'A whole world opens up' for kids at Science Rendezvous in St. John's

Shane Blundon, left, and Emma Power, second from left, talked about cleaning up pollution with seven-year-old Seth White, second from right. (Darrell Roberts/CBC - image credit)
Shane Blundon, left, and Emma Power, second from left, talked about cleaning up pollution with seven-year-old Seth White, second from right. (Darrell Roberts/CBC - image credit)
Darrell Roberts/CBC
Darrell Roberts/CBC

Seven-year-old Seth White says he likes to learn — and he was excited about attending a Memorial University event engaging kids in science.

"It teaches you stuff that you probably didn't know," he explained.

Seth watched a 3D printing demonstration, learned about computer programming and, at an exhibit run by the Manuels River Interpretation Centre, made a pledge not to pollute the ocean.

"'Cause there's animals living there," he explained.

Seth was one of hundreds of kids at Science Rendezvous, a free annual event at Memorial University in St John's on Saturday, one of more than 300 held across the country. The event included public demonstrations, like a chemistry magic show.

Lisa Breen, chair of Science Rendezvous at Memorial University, said the event is meant to get kids engaged in science from a young age.

"As kids get introduced to science, it's generally a topic that they learn in school and it's confined largely to a book or to watching something," she said.

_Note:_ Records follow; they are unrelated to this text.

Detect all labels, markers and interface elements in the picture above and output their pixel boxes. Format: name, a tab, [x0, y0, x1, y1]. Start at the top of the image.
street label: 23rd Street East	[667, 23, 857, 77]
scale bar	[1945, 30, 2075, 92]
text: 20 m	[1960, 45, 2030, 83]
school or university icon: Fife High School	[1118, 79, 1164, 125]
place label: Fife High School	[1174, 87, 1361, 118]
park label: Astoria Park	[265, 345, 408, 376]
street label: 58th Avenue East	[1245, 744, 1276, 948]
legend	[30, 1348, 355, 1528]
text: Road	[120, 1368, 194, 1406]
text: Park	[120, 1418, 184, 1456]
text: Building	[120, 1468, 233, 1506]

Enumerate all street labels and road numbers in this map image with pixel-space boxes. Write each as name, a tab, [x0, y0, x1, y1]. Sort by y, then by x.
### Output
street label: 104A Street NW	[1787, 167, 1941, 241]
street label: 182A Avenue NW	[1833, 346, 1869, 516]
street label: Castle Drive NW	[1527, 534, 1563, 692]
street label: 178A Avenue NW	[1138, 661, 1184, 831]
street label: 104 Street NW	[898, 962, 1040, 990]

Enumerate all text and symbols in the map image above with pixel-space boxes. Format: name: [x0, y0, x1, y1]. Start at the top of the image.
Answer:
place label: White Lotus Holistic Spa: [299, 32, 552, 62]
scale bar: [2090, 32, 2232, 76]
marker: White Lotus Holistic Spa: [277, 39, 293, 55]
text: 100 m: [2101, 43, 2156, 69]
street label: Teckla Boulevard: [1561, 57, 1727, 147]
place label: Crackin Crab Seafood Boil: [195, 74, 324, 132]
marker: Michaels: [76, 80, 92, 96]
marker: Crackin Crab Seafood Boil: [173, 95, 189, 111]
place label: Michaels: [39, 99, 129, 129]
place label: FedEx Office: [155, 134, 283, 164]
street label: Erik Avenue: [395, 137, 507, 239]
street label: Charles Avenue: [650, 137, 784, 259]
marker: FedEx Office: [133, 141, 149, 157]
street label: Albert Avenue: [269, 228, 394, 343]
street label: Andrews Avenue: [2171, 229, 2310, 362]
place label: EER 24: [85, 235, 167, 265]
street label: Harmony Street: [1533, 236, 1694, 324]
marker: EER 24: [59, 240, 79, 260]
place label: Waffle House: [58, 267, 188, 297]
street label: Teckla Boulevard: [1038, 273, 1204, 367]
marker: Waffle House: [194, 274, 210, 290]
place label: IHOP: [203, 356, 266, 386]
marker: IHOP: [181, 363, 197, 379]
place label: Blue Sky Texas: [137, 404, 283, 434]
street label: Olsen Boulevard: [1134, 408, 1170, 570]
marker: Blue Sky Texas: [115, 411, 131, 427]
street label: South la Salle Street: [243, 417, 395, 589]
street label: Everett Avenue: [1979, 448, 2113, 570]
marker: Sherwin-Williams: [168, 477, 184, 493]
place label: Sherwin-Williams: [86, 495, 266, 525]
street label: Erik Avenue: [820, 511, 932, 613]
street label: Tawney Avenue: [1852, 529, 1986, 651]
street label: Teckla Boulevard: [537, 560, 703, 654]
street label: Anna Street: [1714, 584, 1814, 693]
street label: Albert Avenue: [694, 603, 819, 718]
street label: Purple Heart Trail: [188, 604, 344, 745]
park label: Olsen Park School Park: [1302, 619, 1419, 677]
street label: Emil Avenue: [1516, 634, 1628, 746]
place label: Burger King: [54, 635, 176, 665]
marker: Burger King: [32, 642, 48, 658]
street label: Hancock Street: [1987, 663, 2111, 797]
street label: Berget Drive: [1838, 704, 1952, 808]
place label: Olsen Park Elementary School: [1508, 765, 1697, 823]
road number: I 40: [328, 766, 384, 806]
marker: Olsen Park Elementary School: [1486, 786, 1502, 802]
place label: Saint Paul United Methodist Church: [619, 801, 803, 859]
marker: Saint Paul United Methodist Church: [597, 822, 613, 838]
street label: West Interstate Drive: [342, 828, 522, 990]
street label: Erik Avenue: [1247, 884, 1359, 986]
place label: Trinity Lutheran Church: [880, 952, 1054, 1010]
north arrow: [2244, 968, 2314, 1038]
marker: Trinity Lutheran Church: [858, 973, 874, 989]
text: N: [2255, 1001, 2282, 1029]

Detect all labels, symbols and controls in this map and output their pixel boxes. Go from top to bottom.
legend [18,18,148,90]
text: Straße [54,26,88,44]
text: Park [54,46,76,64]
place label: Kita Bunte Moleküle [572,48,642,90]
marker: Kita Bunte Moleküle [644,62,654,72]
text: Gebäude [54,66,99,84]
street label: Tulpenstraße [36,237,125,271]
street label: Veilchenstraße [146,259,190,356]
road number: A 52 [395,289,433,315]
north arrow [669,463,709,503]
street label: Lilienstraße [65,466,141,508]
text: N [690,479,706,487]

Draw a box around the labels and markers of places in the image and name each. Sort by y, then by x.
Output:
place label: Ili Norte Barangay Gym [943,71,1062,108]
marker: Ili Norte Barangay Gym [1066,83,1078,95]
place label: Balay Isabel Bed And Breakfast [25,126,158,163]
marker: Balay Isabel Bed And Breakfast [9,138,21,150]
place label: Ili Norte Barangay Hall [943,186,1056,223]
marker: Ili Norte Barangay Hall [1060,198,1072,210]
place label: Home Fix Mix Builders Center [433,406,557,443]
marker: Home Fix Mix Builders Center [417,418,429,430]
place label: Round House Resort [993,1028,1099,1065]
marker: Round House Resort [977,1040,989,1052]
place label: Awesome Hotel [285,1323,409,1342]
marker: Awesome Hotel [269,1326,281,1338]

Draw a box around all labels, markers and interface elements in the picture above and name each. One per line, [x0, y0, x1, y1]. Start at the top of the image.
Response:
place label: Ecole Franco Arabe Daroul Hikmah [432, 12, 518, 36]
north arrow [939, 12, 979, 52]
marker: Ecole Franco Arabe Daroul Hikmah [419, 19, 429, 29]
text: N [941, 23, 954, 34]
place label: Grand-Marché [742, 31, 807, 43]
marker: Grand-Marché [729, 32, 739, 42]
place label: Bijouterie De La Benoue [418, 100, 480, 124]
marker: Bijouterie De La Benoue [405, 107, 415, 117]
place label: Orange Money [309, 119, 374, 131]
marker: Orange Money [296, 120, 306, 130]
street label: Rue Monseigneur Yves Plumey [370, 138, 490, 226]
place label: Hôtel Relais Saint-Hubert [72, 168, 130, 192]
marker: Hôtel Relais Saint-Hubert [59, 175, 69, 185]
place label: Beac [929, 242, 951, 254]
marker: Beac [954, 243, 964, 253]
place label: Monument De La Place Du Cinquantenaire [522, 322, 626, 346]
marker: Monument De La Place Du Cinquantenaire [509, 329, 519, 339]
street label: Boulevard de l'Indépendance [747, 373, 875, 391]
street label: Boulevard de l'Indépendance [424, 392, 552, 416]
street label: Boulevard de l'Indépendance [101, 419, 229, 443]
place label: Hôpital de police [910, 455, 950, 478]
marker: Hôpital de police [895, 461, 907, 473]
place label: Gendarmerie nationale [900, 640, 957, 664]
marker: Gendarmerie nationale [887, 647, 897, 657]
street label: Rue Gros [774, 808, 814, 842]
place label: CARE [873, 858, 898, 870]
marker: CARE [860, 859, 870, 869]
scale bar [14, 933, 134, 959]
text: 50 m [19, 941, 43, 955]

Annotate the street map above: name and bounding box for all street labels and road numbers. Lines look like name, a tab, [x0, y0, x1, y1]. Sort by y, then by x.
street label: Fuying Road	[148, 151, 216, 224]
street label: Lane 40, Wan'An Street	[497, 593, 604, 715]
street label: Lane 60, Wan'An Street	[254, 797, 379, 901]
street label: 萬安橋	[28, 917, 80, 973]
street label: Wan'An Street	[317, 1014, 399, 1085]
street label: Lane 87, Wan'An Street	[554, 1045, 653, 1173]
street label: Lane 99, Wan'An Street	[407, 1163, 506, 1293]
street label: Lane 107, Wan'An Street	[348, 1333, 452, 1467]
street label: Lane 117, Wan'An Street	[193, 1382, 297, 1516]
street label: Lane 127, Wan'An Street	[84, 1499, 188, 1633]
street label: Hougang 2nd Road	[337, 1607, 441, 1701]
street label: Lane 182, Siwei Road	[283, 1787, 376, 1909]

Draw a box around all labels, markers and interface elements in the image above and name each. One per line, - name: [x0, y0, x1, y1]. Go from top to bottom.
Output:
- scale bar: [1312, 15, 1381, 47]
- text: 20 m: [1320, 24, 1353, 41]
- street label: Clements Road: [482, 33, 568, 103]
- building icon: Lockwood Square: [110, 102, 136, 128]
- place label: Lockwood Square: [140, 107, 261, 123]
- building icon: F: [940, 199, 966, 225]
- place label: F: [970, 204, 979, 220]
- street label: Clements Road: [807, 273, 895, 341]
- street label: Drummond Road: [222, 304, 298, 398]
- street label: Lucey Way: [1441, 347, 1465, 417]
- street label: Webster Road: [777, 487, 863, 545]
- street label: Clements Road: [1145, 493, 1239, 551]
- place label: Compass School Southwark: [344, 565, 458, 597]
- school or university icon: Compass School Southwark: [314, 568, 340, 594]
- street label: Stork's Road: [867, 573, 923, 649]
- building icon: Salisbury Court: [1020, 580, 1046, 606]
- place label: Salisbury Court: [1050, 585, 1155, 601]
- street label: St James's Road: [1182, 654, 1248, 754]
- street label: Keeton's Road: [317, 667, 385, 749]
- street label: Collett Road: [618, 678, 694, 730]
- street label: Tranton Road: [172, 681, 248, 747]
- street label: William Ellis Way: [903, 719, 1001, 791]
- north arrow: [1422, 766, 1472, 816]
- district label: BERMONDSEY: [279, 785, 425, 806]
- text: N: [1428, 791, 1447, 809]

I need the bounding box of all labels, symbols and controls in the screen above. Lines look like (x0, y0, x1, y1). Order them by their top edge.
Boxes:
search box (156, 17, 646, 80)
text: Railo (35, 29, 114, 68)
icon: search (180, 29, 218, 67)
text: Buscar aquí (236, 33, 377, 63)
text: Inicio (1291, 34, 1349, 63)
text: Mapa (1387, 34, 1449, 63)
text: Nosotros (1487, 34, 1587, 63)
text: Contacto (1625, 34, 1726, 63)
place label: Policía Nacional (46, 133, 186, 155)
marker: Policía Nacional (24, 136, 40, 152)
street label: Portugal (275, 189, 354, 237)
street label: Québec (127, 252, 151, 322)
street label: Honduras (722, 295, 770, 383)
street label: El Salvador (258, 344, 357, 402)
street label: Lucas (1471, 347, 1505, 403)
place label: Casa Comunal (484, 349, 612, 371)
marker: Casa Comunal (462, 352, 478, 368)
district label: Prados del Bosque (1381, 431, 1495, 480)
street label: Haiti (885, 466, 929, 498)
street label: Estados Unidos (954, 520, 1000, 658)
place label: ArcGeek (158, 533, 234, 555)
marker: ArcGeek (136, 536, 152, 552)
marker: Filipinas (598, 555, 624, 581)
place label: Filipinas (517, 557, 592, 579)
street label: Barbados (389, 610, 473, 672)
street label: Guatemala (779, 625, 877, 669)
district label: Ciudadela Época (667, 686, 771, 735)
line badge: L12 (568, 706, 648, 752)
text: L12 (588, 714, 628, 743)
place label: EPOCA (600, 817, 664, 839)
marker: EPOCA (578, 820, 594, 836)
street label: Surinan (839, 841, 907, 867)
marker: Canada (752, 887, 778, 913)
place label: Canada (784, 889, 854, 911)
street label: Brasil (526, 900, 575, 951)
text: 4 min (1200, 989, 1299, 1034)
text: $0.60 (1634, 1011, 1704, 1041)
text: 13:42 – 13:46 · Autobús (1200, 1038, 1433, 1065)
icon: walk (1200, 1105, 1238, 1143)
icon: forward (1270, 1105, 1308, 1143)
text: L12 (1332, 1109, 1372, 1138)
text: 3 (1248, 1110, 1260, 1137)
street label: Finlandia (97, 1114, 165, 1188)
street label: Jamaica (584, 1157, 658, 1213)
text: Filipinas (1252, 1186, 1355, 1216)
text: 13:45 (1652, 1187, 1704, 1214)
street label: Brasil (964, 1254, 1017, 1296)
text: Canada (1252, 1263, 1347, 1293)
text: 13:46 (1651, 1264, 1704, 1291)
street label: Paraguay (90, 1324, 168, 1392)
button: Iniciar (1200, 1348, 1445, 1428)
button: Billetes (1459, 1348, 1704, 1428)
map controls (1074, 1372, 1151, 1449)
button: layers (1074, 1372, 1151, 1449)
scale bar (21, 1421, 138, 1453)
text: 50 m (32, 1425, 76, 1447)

"Science is really the kind of topic that you really need to get your hands on, you need to see it for yourself, you need to try it for yourself."

Breen said Science Rendezvous celebrates STEAM — science, technology, engineering, art and math. This year, the event focuses on the intersection between science and art.

"Arts is really important to include because art is very intimately integrated with science," Breen said.

Pollution, plants and pompoms

The Manuels River Interpretation Centre exhibit, one of more than a dozen at the event, included a collection of trilobites found near Manuels River, and a game meant to demonstrate the difficulty of pollution cleanup.

"It's important to teach kids about pollution because, really, they're the ones that are gonna be helping us in this fight against climate change," said Emma Power, who works with the centre.

Nine-year-old Harriet Offia said she saw a lot at the event.

"Plants, of course. We've seen real laminated brains," she said.

Darrell Roberts/CBC
Darrell Roberts/CBC

She also learned about the importance of trees for the ecosystem.

"Without trees, we can't breathe," she said.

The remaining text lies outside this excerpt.